[[ DATA RECORDS open ]]

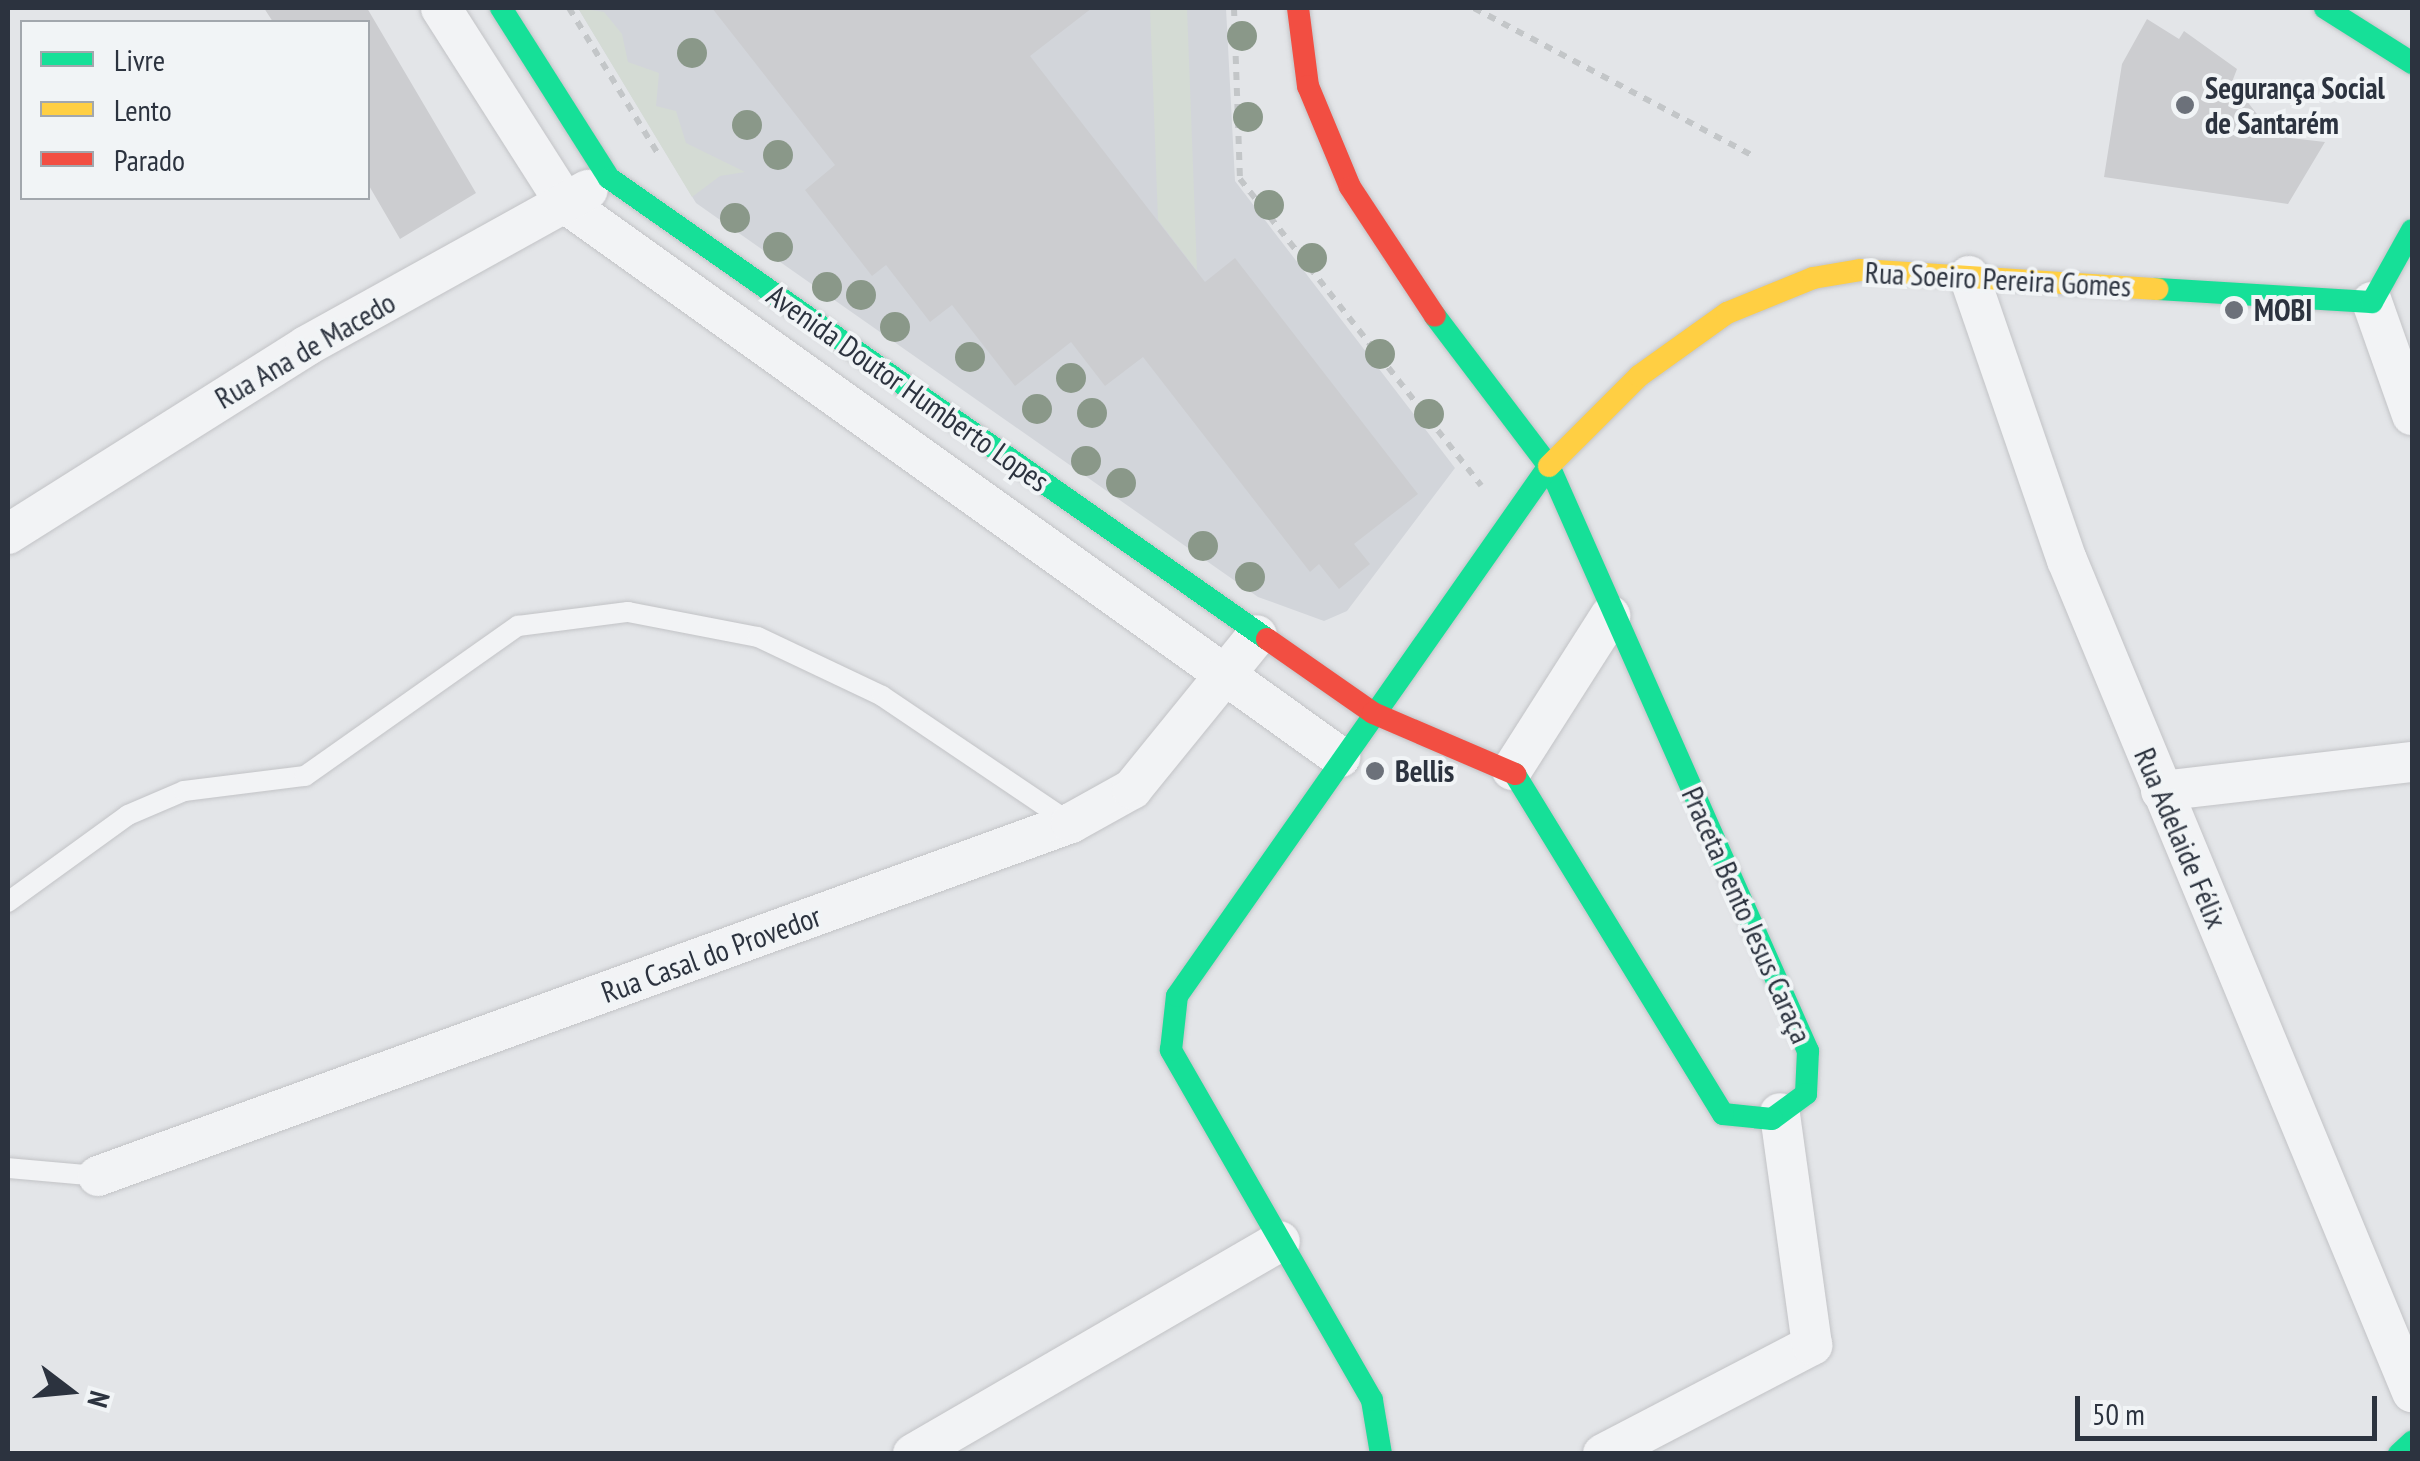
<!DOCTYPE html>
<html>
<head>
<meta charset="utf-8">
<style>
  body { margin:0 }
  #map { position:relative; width:2420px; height:1461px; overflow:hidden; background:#e3e5e8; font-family:"PT Sans Narrow",sans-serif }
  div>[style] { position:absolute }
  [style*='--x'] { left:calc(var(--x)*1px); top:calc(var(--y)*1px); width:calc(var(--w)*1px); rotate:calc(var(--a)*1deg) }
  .built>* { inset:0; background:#d2d5da }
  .green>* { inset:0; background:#d4dbd4 }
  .building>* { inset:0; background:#cccdd0 }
  .path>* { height:6px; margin-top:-3px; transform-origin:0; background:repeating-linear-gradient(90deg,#c3c6c8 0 8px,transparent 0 16px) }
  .roads { filter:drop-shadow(0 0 2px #c2c3c6) drop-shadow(0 0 2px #c2c3c6) }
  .lane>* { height:20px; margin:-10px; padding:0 10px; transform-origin:10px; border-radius:10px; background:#f2f3f5 }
  .street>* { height:40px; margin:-20px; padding:0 20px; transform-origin:20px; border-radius:20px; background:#f2f3f5 }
  .fast>* { height:22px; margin:-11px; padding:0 11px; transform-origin:11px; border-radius:11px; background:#16e098 }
  .slow>* { height:22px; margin:-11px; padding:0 11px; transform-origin:11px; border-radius:11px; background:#ffcf43 }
  .jam>* { height:22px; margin:-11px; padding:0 11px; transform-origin:11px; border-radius:11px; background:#f24e42 }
  .trees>* { width:30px; height:30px; margin:-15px; border-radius:50%; background:#8a9889 }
  .dots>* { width:28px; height:28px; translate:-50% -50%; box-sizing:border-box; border:5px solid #f1f4f6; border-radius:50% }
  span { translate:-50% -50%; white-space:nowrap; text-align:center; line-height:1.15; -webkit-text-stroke:8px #f1f4f6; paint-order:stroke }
  .poi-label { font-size:30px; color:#2c333f; font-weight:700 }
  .left { translate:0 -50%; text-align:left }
  .street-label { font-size:30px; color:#2c333f }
  .frame { position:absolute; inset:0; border:10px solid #2c333f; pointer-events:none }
  .legend { position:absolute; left:20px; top:20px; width:350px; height:180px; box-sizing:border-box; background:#f1f4f6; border:2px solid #a2a7ad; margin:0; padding:12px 18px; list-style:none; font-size:30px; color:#2c333f }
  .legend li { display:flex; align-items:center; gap:20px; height:50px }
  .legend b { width:50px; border:2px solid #a2a7ad }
  .north { position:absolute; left:20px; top:1341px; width:100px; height:100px; -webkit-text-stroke:8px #f1f4f6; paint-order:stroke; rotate:106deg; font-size:28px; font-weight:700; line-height:40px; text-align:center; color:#2c333f }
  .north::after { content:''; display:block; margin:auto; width:35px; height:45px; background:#2c333f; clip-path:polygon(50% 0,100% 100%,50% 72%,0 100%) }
  .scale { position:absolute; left:2075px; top:1396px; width:302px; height:45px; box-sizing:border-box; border:5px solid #2c333f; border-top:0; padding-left:12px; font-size:30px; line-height:35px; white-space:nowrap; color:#2c333f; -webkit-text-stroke:8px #f1f4f6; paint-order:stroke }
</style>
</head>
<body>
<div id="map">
  <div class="built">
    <i style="clip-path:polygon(578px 8px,1226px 8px,1235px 181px,1455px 468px,1347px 611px,1324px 621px,1258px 597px,696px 203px)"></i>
  </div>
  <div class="green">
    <i style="clip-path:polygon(578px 8px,604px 12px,622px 34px,628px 62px,659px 73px,656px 106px,676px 111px,686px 143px,745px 172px,720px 176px,692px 197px)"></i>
    <i style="clip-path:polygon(1150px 8px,1187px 8px,1197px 271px,1158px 220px)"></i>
  </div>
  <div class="building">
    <i style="clip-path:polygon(264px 8px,367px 8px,476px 193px,400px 239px,368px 184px,368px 22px,273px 22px)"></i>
    <i style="clip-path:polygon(712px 8px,1092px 8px,1030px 56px,1205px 282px,1235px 258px,1418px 494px,1354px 544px,1370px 564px,1339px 589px,1319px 564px,1310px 572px,1143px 357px,1105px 386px,1071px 342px,1015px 386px,952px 305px,930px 322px,886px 265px,872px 276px,805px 190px,835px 165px)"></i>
    <i style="clip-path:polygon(2147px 19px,2179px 39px,2184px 31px,2237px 69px,2232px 82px,2274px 136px,2325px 142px,2288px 204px,2104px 177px,2122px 64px)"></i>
  </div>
  <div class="path">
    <i style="--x:569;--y:8;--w:169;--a:58.6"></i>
    <i style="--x:1234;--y:8;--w:171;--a:88"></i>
    <i style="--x:1240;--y:179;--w:390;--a:51.8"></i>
    <i style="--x:1474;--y:8;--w:318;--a:27.9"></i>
  </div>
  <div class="roads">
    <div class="lane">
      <i style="--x:8;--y:902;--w:148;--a:-35.9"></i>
      <i style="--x:128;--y:815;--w:61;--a:-23.2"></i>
      <i style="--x:184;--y:791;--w:122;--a:-7.1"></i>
      <i style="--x:305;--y:776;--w:261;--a:-35.2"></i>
      <i style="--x:518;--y:626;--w:111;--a:-7.3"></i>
      <i style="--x:628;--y:612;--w:132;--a:10.9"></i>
      <i style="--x:758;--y:637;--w:137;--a:25.4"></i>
      <i style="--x:882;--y:696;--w:225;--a:34"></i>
      <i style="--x:8;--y:1168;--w:90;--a:5.1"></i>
    </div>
    <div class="street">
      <i style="--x:441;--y:8;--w:231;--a:57.5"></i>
      <i style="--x:565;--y:203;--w:953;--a:35.56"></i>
      <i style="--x:1969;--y:276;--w:300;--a:71"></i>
      <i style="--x:2067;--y:560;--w:901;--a:67.48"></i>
      <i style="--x:2372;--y:302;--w:120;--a:70.5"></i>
      <i style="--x:8;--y:534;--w:352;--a:-32.2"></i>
      <i style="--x:306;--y:346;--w:322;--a:-29"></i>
      <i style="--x:1512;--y:770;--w:183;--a:-57.5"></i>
      <i style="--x:2161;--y:791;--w:253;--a:-6.6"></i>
      <i style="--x:98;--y:1176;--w:1035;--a:-19.94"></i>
      <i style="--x:1071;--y:823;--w:70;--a:-29.1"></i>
      <i style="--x:1132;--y:789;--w:198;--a:-50.9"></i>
      <i style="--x:913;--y:1454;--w:424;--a:-30.1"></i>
      <i style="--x:1603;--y:1454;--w:236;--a:-27.5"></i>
      <i style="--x:1812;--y:1345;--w:234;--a:-97.9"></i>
    </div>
    <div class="fast">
      <i style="--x:501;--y:8;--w:201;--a:57.6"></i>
      <i style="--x:609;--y:178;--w:803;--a:35.02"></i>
      <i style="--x:2325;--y:8;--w:103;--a:32.3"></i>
      <i style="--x:2157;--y:289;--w:215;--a:3.5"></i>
      <i style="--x:2372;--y:302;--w:82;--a:-60.9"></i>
      <i style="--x:1435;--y:316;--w:188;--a:52.8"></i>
      <i style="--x:1549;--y:466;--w:640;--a:66.12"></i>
      <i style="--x:1808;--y:1051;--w:43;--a:92.7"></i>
      <i style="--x:1806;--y:1094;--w:42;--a:143.7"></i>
      <i style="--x:1772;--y:1119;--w:49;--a:-174.2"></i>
      <i style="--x:1723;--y:1114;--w:399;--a:-121.5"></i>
      <i style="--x:1381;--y:1454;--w:55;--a:-99.5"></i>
      <i style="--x:1372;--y:1400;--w:404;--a:-119.9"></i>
      <i style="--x:1171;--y:1050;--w:54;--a:-83.7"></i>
      <i style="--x:1177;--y:996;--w:648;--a:-54.94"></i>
      <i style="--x:2399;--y:1454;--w:18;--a:-43"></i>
    </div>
    <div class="slow">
      <i style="--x:1549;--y:466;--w:127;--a:-45"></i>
      <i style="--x:1639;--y:376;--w:108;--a:-35.6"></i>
      <i style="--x:1727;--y:313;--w:93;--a:-22.1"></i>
      <i style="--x:1813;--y:278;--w:49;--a:-9.5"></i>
      <i style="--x:1861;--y:270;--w:297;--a:3.7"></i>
    </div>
    <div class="jam">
      <i style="--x:1298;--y:8;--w:79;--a:82.7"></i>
      <i style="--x:1308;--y:86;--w:109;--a:67.4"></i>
      <i style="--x:1350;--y:187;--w:154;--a:56.6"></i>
      <i style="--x:1267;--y:639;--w:129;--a:34.9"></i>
      <i style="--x:1373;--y:713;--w:155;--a:23.2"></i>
    </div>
  </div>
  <div class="trees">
    <i style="left:1242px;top:36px"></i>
    <i style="left:692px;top:53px"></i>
    <i style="left:1248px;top:117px"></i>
    <i style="left:747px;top:125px"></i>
    <i style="left:778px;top:155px"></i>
    <i style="left:1269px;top:205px"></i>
    <i style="left:735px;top:218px"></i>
    <i style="left:778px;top:247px"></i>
    <i style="left:1312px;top:258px"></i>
    <i style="left:827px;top:287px"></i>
    <i style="left:861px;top:295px"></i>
    <i style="left:895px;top:327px"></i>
    <i style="left:1380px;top:354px"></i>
    <i style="left:970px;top:357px"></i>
    <i style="left:1071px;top:378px"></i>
    <i style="left:1037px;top:409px"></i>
    <i style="left:1092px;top:413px"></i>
    <i style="left:1429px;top:414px"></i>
    <i style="left:1086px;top:461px"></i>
    <i style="left:1121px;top:483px"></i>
    <i style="left:1203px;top:546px"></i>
    <i style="left:1250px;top:577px"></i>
  </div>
  <div class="dots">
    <i style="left:2185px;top:105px;background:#6c717a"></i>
    <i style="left:2234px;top:310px;background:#6c717a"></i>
    <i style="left:1375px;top:771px;background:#6c717a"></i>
  </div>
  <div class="poi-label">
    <span class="left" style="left:2205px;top:105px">Segurança Social<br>de Santarém</span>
    <span class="left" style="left:2254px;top:310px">MOBI</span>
    <span class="left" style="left:1395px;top:771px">Bellis</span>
  </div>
  <div class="street-label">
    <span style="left:1998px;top:279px;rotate:3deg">Rua Soeiro Pereira Gomes</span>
    <span style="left:305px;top:350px;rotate:-30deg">Rua Ana de Macedo</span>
    <span style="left:908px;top:388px;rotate:35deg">Avenida Doutor Humberto Lopes</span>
    <span style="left:2181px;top:838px;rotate:67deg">Rua Adelaide Félix</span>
    <span style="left:1747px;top:915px;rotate:66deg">Praceta Bento Jesus Caraça</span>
    <span style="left:711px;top:954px;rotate:-20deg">Rua Casal do Provedor</span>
  </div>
  <div class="frame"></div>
  <ul class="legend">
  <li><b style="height:12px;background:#16e098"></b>Livre</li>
  <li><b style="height:12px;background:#ffcf43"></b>Lento</li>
  <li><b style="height:12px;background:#f24e42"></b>Parado</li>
  </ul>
  <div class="north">N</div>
  <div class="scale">50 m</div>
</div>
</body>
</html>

[[ DATA RECORDS closed ]]

- _DIRECTIONS FOR THIS TASK_:
Leaving out every picture, repeat exactly the lines of the records from the start through the line that has "filter:drop-shadow(0 0 2px".

- _RESULT FOR THIS EXERCISE_:
<!DOCTYPE html>
<html>
<head>
<meta charset="utf-8">
<style>
  body { margin:0 }
  #map { position:relative; width:2420px; height:1461px; overflow:hidden; background:#e3e5e8; font-family:"PT Sans Narrow",sans-serif }
  div>[style] { position:absolute }
  [style*='--x'] { left:calc(var(--x)*1px); top:calc(var(--y)*1px); width:calc(var(--w)*1px); rotate:calc(var(--a)*1deg) }
  .built>* { inset:0; background:#d2d5da }
  .green>* { inset:0; background:#d4dbd4 }
  .building>* { inset:0; background:#cccdd0 }
  .path>* { height:6px; margin-top:-3px; transform-origin:0; background:repeating-linear-gradient(90deg,#c3c6c8 0 8px,transparent 0 16px) }
  .roads { filter:drop-shadow(0 0 2px #c2c3c6) drop-shadow(0 0 2px #c2c3c6) }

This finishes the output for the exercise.